Peter has put a lot of engineering data on the listserve about the Chalillo Dam subject. I myself prefer to rely on the barometer indicator developed during the last UDP term in office. This was the Fonseca Barometer, named after a previous politician member of the PUP party who made a real mess up, on the contractual wheeling dealing representing the nation of Belize on the Mollejon Dam deal. Since then, it has cost Belizeans of several generations, several hundreds of millions of dollars and continues to do so. The way this UDP era barometer worked and it is still functional eight years later, is that to cut through all the spurious and conflicting arguments, you simply ASK Ralph Fonseca, if he is FOR, or AGAINST anything to do with a government contract and negotiation.

It works like this, if Fonseca is against the Chalillo Dam, then every right minded common sense person, should be for it. If Fonseca is for the Chalillo Dam, then the barometer says every right minded common sense people should be against it. Anybody know Ralph Fonseca's current thinking and opinion on the Chalillo Dam?

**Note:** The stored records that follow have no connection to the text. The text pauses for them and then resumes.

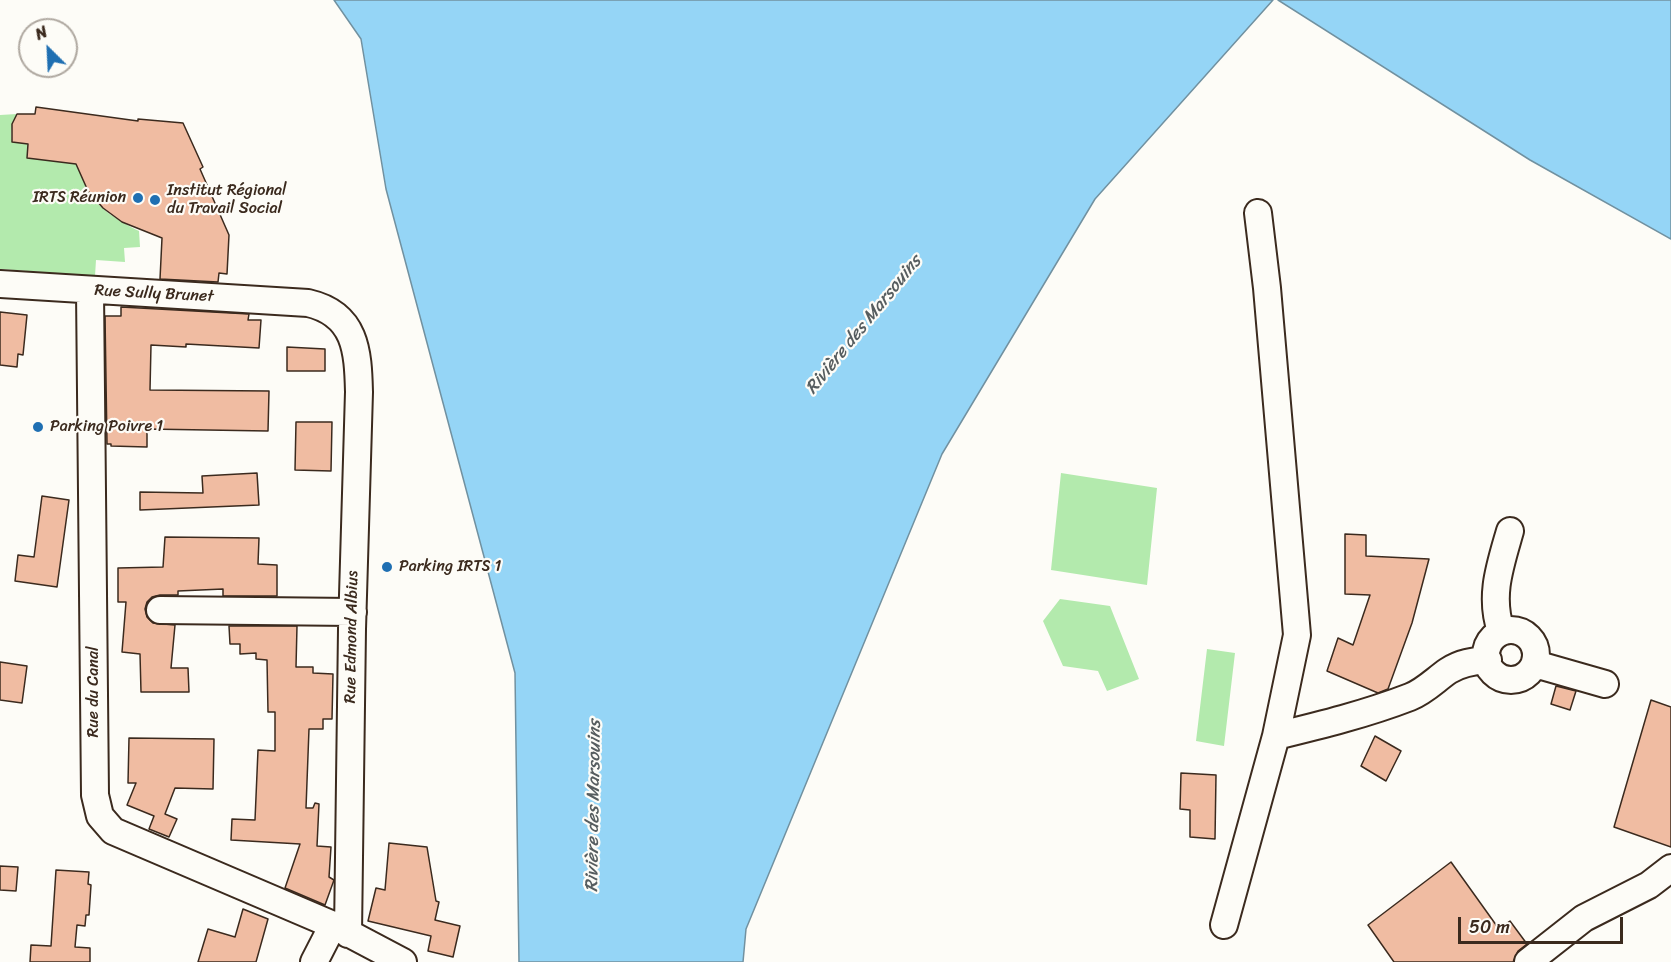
<!DOCTYPE html>
<meta charset="utf-8">
<style>
body{margin:0}
#map{position:relative;width:1671px;height:962px;overflow:hidden;background:#fdfcf7;font-family:Sriracha,sans-serif}
canvas{display:block}
.north{position:absolute;left:18px;top:18px;width:60px;height:60px;box-sizing:border-box;background:#fdfcf7;border:2px solid #afa8a0;border-radius:50%;rotate:336deg;font-size:16px;font-weight:700;line-height:24px;text-align:center;color:#3b2a1e}
.north::after{content:'';display:block;margin:auto;width:21px;height:27px;background:#1f6fb2;clip-path:polygon(50% 0,100% 100%,50% 72%,0 100%)}
.scale{position:absolute;left:1458px;top:917px;width:165px;height:27px;box-sizing:border-box;border:3px solid #3b2a1e;border-top:0;padding-left:8px;font-size:18px;line-height:21px;white-space:nowrap;color:#3b2a1e;-webkit-text-stroke:4px #fdfcf7;paint-order:stroke}
</style>
<div id="map">
<canvas width="1671" height="962"></canvas>
<div class="north">N</div>
<div class="scale">50 m</div>
</div>
<script>
const g = document.querySelector('canvas').getContext('2d');
g.lineJoin = 'round';
function fillPath(path, color) { g.fillStyle = color; g.fill(path, 'evenodd'); }
function stroke(path, color, width, dash) { g.strokeStyle = color; g.lineWidth = width; g.lineCap = dash ? 'butt' : 'round'; g.setLineDash(dash || []); g.stroke(path); }
function label(font, color, halo, rows, align = 'center') {
  g.font = font + ' Sriracha,sans-serif'; g.lineWidth = 4.5; g.setLineDash([]); g.textBaseline = 'middle'; g.strokeStyle = halo; g.fillStyle = color; for (const [text, x, y, turn = 0] of rows) {
    g.save(); g.translate(x, y); g.rotate((+turn || 0) * Math.PI / 180); g.textAlign = isNaN(turn) ? turn : align; if (halo) g.strokeText(text, 0, 0); g.fillText(text, 0, 0); g.restore();
  }
}
fillPath(new Path2D(`
 M 17,114 C 12,124 10,131 12,142 L 83,150 C 84,162 84,176 88,188 C 93,207 123,223 139,231 L 140,247 L 124,248 L 125,262 L 96,260 L 95,276 L 0,269 L 0,115 Z
 M 1061,473 L 1157,488 L 1147,585 L 1051,570 Z
 M 1060,599 L 1110,606 L 1139,679 L 1107,691 L 1098,671 L 1063,666 L 1043,621 Z
 M 1207,649 L 1235,653 L 1224,746 L 1196,741 Z`), '#b3eaad');
const water = new Path2D(`
 M 334,0 L 1273,0 L 1095,199 L 942,454 L 746,929 L 743,962 L 519,962 L 515,673 L 386,189 L 361,39 Z
 M 1278,0 L 1671,0 L 1671,239 L 1530,160 Z`);
fillPath(water, '#95d5f6');
stroke(water, '#7191a0', 1.5);
const building = new Path2D(`
 M 36,107 L 138,121 L 138,119 L 183,123 L 203,167 L 200,169 L 229,235 L 227,274 L 219,273 L 218,282 L 160,279 L 162,238 L 122,222 L 103,208 L 88,191 L 76,164 L 27,158 L 28,144 L 12,142 L 12,124 L 17,114 L 35,114 Z
 M 121,307 L 249,314 L 248,320 L 261,320 L 259,348 L 186,344 L 186,347 L 151,345 L 150,390 L 269,391 L 268,431 L 147,429 L 147,447 L 111,446 L 111,444 L 107,444 L 105,316 L 121,316 Z
 M 0,312 L 27,315 L 23,355 L 18,354 L 17,367 L 0,365 Z
 M 287,347 L 325,349 L 325,371 L 287,371 Z
 M 296,422 L 332,422 L 331,471 L 295,470 Z
 M 257,473 L 259,505 L 140,510 L 140,492 L 203,493 L 202,476 Z
 M 42,496 L 69,500 L 57,587 L 15,581 L 18,555 L 34,557 Z
 M 1345,534 L 1366,535 L 1366,556 L 1429,559 L 1412,623 L 1388,689 L 1378,693 L 1327,671 L 1338,638 L 1353,645 L 1370,595 L 1345,594 Z
 M 165,537 L 259,538 L 258,564 L 277,565 L 277,596 L 223,596 L 223,589 L 178,591 L 178,595 L 160,595 L 152,597 L 147,602 L 145,609 L 147,617 L 153,623 L 175,625 L 171,668 L 188,668 L 189,692 L 141,692 L 140,654 L 122,652 L 126,602 L 118,602 L 118,568 L 163,567 Z
 M 229,626 L 297,626 L 296,667 L 313,667 L 313,673 L 333,674 L 332,719 L 323,719 L 323,729 L 309,729 L 306,808 L 313,808 L 315,803 L 319,804 L 317,846 L 331,847 L 329,877 L 334,880 L 325,905 L 285,888 L 300,844 L 231,840 L 232,819 L 255,820 L 258,750 L 275,751 L 275,712 L 268,712 L 267,660 L 256,659 L 256,653 L 240,654 L 240,644 L 230,644 Z
 M 0,662 L 27,666 L 22,703 L 0,700 Z
 M 1556,686 L 1576,691 L 1570,710 L 1551,704 Z
 M 1651,700 L 1671,707 L 1671,847 L 1614,827 Z
 M 1375,736 L 1401,751 L 1386,781 L 1361,766 Z
 M 129,738 L 214,739 L 213,789 L 175,788 L 165,814 L 177,819 L 169,837 L 149,829 L 154,816 L 127,805 L 136,783 L 128,783 Z
 M 1181,773 L 1216,775 L 1215,839 L 1190,837 L 1190,810 L 1180,809 Z
 M 389,843 L 427,847 L 436,901 L 439,902 L 435,920 L 460,926 L 453,957 L 428,951 L 431,936 L 368,921 L 376,888 L 385,890 Z
 M 1451,862 L 1499,929 L 1510,921 L 1527,944 L 1518,951 L 1513,962 L 1394,962 L 1368,925 Z
 M 0,866 L 18,867 L 16,891 L 0,890 Z
 M 56,870 L 89,872 L 88,884 L 91,885 L 89,915 L 86,915 L 85,926 L 77,925 L 75,947 L 90,948 L 90,962 L 30,962 L 31,945 L 51,946 Z
 M 243,909 L 268,919 L 256,962 L 198,962 L 208,929 L 235,937 Z`);
fillPath(building, '#f0bca2');
stroke(building, '#3b2a1e', 1.5);
const street = new Path2D(`
 M 0,284 L 308,303 C 356,314 358,351 359,392 L 352,629 L 348,934
 M 90,291 L 95,795 L 100,816 L 113,831 L 333,925 L 403,962
 M 160,610 L 353,612
 M1486 655a25 25 0 1 1 50 0a25 25 0 1 1-50 0Z
 M 1501,631 C 1489,596 1500,566 1510,531
 M 1535,664 L 1605,684
 M 1276,736 C 1321,725 1366,714 1410,697 C 1425,691 1435,680 1448,671 C 1460,663 1473,661 1488,660
 M 1224,925 L 1276,736 L 1297,635 L 1267,288 L 1258,213
 M 314,962 L 333,925
 M 1528,962 L 1584,918 L 1649,885 L 1671,868`);
stroke(street, '#3b2a1e', 30);
stroke(street, '#fdfcf7', 26);
for (const [x, y, r, color] of [
 [138,198,6,"#1f6fb2"],
 [155,200,6,"#1f6fb2"],
 [38,427,6,"#1f6fb2"],
 [387,567,6,"#1f6fb2"]
]) { const dot = new Path2D(); dot.arc(x, y, r, 0, 2 * Math.PI); g.fillStyle = color; g.fill(dot); stroke(dot, '#fdfcf7', 2); }
label('16px', '#3b2a1e', '#fdfcf7', [
 ["Institut Régional",167,191],
 ["du Travail Social",167,209],
 ["IRTS Réunion",126,198,"right"],
 ["Parking Poivre 1",50,427],
 ["Parking IRTS 1",399,567]
], 'left');
label('16px', '#3b2a1e', '#fdfcf7', [
 ["Rue Sully Brunet",154,294,3],
 ["Rue Edmond Albius",352,637,-89],
 ["Rue du Canal",94,692,-90]
]);
label('italic 18px', '#565d5f', '#fdfcf7', [
 ["Rivière des Marsouins",864,325,-51],
 ["Rivière des Marsouins",594,806,-89]
]);
</script>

I don't have much trouble with leasing the valley and dam site to Fortis for thirty years. But like all Concessions, whether you are making toilet paper, shrimp farms, hotels or what have you. This basically should be the end of the story, if the PUP are for the Chalillo Dam on behalf of the Government. That said, it is quite true that we need as much diversification in electrical production feeding the national grid as possible. Chalillo would give us a bit more and I have no problem with that. However, the confusing aspects are all these extras they are talking about giving FORTIS and their subsidiaries in Belize. I don't buy that, can't see it at all! This is after all, just another investment in Belize and if they get the valley on a thirty year lease that is all they should get. They then make the decision to build, or not to build, to invest, or not invest. If they don't somebody else will come along and do so. Such money could be raised in Taiwan, or Hong Kong, real fast. In fact, I would take away some of the benefits Fortis currently enjoy under the Fonseca Mollejon Dam deal. Any production from Chalillo, if Fortis should build it, at their own expense and risk capital, should see that this 7.5 megawatts of electricity is bought with Belizean Currency. No existing or new guarantees of foreign exchange rights. They enter the foreign exchange arena in competition with everybody else who is investing in Belize. The next thing, the same amount of water that Chalillo Dam uses to make 7.5 megawatts of electricity, will then go downstream to Mollejon Dam and make another 7.5 megawatts. So, in total, there is going to have to be a formula whereby production from the original Mollejon Dam average annual statistical production figures is separated from this new 15 megawatts to be produced from Chalillo Dam. The Cascade Effect as it were. Next I think the negotiators and Gawd help us, I hope it is not Musa and Fonseca, but some Chinese and Arab Merchant negotiating team working on behalf of government. The negotiators have to make sure that the contract stipulates no more than 15 % profit over the cost of production of this electricity, or whatever the same rate can be expected in Eastern Canada from Fortis hydro dam projects. Let the Canadian Government do the calculating for us. This then would be sold at cost + 15% to the customer in Belizean currency.

Electricity in Belize is a PRIVATE MONOPOLY. It should not be that! Due to Fortis owning majority shares in all the pyramid architecture of production, distribution and sales through various companies and PLUS the fact they are protected by LAWS, so that no independent investments can co-generate electricity and sell it to the NATIONAL GRID conrolled by FORTIS shares. Then it behooves the Legislature and Senate to amend the existing legislation and let independent electrical producers sell electricity to the National Grid. Nor should FORTIS through it's monopoly controls be permitted to stipulate the terms and prices and other conditions. These should be taken from the international arena and applied to the legislation in Belize. Open up the electricity market and you will see big changes in the amount of producers of commercial electricity in Belize. Right now, electricity is a MONOPOLY and a closed SHOP. It is time to change that equation. FORTIS are doing well and will continue to do well. It is the nature of competition, that competition will probably end up serving back o'bush places that need electricity and where FORTIS for the time being do not wish to invest. This is development!